Reproduce each record verbatim, images excluded.

▶ Exercise inputs
_____
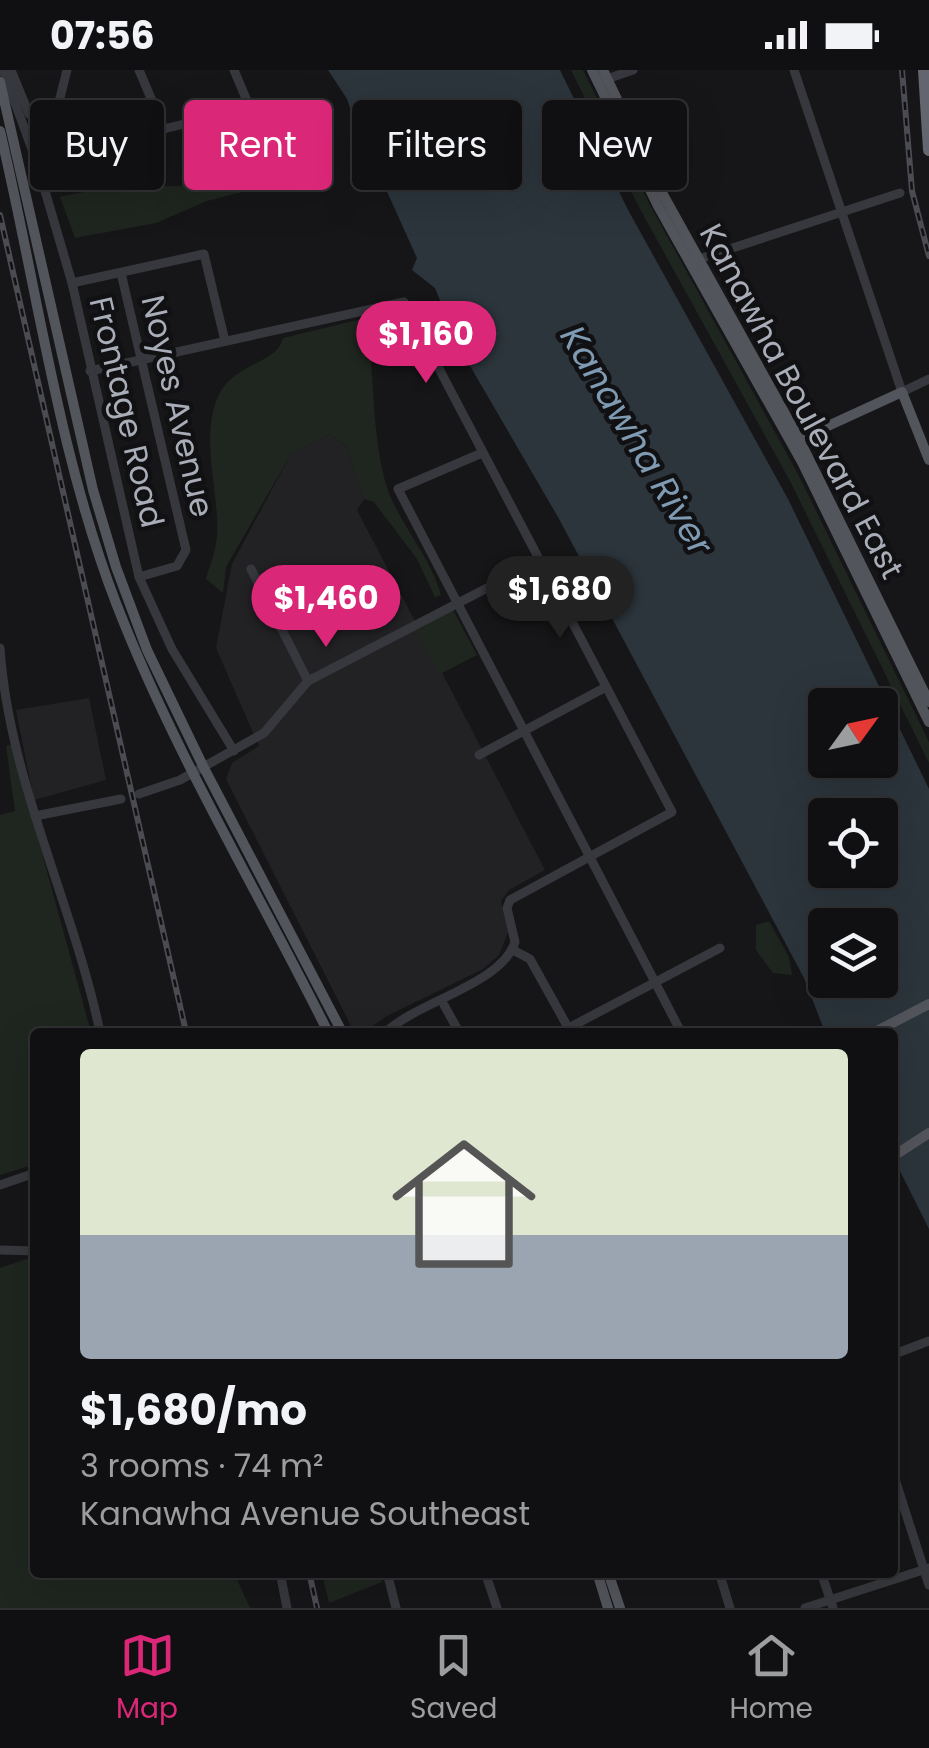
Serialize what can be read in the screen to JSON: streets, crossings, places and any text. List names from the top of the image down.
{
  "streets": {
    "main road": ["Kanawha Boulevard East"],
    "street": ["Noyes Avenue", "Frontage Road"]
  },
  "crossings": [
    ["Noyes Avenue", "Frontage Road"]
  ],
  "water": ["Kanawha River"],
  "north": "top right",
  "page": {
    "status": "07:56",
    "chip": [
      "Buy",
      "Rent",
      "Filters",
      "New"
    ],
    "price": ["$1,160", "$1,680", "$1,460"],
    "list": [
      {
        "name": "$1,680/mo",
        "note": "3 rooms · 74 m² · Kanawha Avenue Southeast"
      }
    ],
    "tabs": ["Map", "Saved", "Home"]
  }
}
_____
▶ Exercise answer
Serialize what can be read in the screen to JSON: streets, crossings, places and any text. List names from the top of the image down.
{
  "streets": {
    "main road": ["Kanawha Boulevard East"],
    "street": ["Noyes Avenue", "Frontage Road"]
  },
  "crossings": [
    ["Noyes Avenue", "Frontage Road"]
  ],
  "water": ["Kanawha River"],
  "north": "top right",
  "page": {
    "status": "07:56",
    "chip": [
      "Buy",
      "Rent",
      "Filters",
      "New"
    ],
    "price": ["$1,160", "$1,680", "$1,460"],
    "list": [
      {
        "name": "$1,680/mo",
        "note": "3 rooms · 74 m² · Kanawha Avenue Southeast"
      }
    ],
    "tabs": ["Map", "Saved", "Home"]
  }
}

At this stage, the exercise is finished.